The NSW electoral commission’s CIO, Ian Brightwell, speaks to CIO Australia about the challenges of implementing IT in the lead-up to next month’s state election.
How long have you worked for the NSW Electoral Commission and where were you working prior to this?
I started working as CIO in 2006 and prior to that I was a consultant in the organisation since 1999.
What does an average day look like for you?
During the lead up to the election, an average day is pretty much until eight or nine o’clock at night and you drag yourself out of bed the next day. It’s a very hectic period.
What projects are you working on in the lead-up to the NSW state election next month?
We have a number of key systems that have to be implemented and rolled out. Probably one of the key things to understand in this event environment is that the development of software and the deployment is very different to many different organisations.

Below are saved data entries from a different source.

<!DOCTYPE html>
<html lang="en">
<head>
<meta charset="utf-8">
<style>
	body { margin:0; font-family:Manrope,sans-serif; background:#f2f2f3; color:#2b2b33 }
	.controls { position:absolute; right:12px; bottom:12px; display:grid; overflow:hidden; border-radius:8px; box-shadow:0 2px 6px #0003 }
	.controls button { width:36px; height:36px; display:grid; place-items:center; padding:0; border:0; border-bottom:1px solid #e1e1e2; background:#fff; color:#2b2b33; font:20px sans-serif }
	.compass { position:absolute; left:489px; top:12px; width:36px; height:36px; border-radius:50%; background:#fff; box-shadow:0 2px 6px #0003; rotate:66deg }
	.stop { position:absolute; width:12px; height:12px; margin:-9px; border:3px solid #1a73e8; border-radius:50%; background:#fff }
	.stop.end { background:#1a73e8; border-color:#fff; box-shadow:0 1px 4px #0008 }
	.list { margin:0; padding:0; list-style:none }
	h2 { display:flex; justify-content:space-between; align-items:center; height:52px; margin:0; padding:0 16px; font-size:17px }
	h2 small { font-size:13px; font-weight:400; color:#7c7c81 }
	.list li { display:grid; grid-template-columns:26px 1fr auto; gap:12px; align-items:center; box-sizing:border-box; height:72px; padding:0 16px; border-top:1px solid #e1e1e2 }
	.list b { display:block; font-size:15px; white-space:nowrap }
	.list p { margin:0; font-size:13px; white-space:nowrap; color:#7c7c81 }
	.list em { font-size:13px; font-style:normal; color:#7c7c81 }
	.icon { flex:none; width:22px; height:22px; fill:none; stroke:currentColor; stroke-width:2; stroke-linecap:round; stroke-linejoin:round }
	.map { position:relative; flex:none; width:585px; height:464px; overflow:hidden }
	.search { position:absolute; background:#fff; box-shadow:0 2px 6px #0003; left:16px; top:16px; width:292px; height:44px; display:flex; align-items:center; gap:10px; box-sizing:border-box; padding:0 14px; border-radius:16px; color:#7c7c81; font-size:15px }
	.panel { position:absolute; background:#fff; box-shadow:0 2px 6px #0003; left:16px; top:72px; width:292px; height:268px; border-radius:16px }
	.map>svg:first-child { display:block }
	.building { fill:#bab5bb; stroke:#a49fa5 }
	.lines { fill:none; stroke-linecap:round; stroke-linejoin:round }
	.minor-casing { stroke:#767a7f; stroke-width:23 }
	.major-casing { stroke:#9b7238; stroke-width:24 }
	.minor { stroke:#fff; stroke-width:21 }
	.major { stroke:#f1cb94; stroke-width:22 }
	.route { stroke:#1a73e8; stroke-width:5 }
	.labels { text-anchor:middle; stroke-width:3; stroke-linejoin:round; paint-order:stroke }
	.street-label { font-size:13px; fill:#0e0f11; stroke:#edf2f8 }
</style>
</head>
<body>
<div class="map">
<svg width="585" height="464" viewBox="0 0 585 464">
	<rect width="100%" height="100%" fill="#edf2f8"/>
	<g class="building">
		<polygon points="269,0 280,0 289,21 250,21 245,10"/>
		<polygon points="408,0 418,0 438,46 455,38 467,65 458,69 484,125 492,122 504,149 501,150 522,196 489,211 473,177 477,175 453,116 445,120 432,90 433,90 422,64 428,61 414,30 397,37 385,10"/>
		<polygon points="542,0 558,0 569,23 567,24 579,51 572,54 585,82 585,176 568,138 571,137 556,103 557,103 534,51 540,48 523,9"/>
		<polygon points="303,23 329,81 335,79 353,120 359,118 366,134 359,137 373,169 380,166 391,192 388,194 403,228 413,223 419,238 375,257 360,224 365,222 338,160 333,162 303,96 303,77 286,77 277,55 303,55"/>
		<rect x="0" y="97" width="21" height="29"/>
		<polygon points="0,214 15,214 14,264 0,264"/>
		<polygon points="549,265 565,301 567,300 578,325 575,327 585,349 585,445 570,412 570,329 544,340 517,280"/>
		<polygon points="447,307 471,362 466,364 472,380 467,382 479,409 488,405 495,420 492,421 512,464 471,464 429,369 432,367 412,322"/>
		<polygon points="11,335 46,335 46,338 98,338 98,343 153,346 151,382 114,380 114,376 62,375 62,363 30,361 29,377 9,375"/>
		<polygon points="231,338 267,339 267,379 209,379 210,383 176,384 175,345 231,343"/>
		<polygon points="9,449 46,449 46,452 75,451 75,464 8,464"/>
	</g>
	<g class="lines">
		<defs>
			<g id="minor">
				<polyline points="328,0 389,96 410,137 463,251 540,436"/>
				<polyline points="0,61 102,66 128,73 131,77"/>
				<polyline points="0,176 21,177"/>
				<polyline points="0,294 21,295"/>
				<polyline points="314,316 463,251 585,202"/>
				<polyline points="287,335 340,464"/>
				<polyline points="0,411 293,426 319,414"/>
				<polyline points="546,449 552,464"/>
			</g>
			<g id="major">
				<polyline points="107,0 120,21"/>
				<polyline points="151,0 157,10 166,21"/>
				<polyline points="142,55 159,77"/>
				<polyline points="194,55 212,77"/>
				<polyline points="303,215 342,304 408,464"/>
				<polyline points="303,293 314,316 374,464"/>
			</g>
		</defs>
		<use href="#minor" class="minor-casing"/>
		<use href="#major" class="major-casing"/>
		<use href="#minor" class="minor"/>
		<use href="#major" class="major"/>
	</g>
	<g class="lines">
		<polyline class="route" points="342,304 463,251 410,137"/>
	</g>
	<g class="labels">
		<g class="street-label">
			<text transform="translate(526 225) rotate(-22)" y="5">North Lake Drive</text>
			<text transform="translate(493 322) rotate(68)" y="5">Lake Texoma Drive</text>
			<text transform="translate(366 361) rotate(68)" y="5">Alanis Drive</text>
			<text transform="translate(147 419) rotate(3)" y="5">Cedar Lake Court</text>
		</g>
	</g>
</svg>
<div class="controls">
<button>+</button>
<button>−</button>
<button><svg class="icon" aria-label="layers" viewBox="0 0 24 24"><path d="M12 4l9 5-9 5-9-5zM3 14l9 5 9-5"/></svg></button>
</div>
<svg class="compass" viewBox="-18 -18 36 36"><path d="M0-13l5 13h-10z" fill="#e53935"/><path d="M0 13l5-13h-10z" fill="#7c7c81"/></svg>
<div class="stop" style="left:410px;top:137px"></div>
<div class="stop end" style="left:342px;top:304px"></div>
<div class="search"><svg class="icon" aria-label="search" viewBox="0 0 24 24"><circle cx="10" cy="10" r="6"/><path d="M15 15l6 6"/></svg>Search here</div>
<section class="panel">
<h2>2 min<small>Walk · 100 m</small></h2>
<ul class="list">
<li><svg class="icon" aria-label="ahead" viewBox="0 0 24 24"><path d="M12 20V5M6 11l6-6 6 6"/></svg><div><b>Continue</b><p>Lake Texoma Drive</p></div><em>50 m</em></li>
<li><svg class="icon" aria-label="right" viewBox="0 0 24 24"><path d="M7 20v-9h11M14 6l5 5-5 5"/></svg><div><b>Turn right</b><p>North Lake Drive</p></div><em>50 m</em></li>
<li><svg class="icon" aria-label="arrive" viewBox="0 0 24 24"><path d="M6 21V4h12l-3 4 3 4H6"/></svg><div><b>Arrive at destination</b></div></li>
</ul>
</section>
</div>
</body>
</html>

We have the challenge of basically meeting a hard deadline that can’t be moved, we have to go live on specific dates and when we go live on those dates, often the systems have to come straight out of tests and there’s no ability to tune them or have a few days of rough riding – they have to work first time and with some systems, they are only operational for two or three days and then they’re put to bed again. It’s a very different environment to organisations who have the parallel run – we don’t have the luxury of that.
It’s quite a stressful environment, but we tend to do things a bit differently. We tend to have peer resources physically on site, actually managing things through operational periods – people who develop the software are here and work with us through the operation, and we have interesting ways to test functional testing and go through live testing.
You can’t go into these things thinking that you’re going to follow a normal software deployment approach – it is nothing like that.
We’re implementing major initiatives, including an automatic enrolment of voter project as opposed to having them fill out forms, and we’re planning for this election to put some 80,000 people on the roll and we would imagine in the next few years this would reach 100,000.
Because of the technology in the polling place, we can now offer election day enrolment votes. We believe there were around 50,000 people turning up at polling places on election day and disenfranchised. They were eligible to be enrolled, but not on the roll.
What we can now give them is an opportunity to check if they are on the roll anywhere in the state and then using an identifier, like their drivers licence, we can actually enrol them and allow them to vote on election day. That’s only possible because of some of the technology initiatives that we’ve taken.
What are some of the other challenges that you face in your role?
We have to set up 93 offices for the course of the election and they’re procured and only available for three months. We then have to deploy 600 machines with internet connections, so that in itself is an enormous challenge because from when we get the keys to a premise until when they have systems up and working, we have that done within a month.
We have a couple of data centres that we have to establish for the event and this is on top of running our own internal data centres and as we scale up, we obviously have to provide capacity for these systems because they tend to scale very quickly and we have to monitor the demands that are on it as we go from virtually no demand to a large number of users.
What do you spend your time doing in between elections?
The cycle tends to follow an initial concept phase and requirements definition, which then has to be done in parallel with process engineering work that we have to do and then you get into a software development lifecycle, where you’re developing specifications in software that’s basic functioning testing.
The deployment phase tends to be very different as you get closer to the election.
What are some of the biggest issues affecting CIOs?
There’s no doubt that there’s a lack of new graduates coming out with software developing skills. We run a mixed on-shore, off-shore model and we’re finding increasingly that the ability to get software developed on-shore that are more than 2000 function points is very difficult at the right price point to get the job done.
The key challenges are just keeping up in an event environment where every two years we run an event and we tend to move with trends. From the last NSW election in 2008 to now, we completely virtualised our environment, which has been a terrific advantage to us.
To gain a lot of flexibility and utilising our hardware capacity by having virtual slices has given us some real benefits. We don’t use virtualisation in the same way that many other organisations do, because in our off-season, we have very low CPU usage but we need lots of different environments for developments and testing. Once we get into the production mode, we tend to take our capacity and use a lesser number of environments but use most of the capacity focus for production.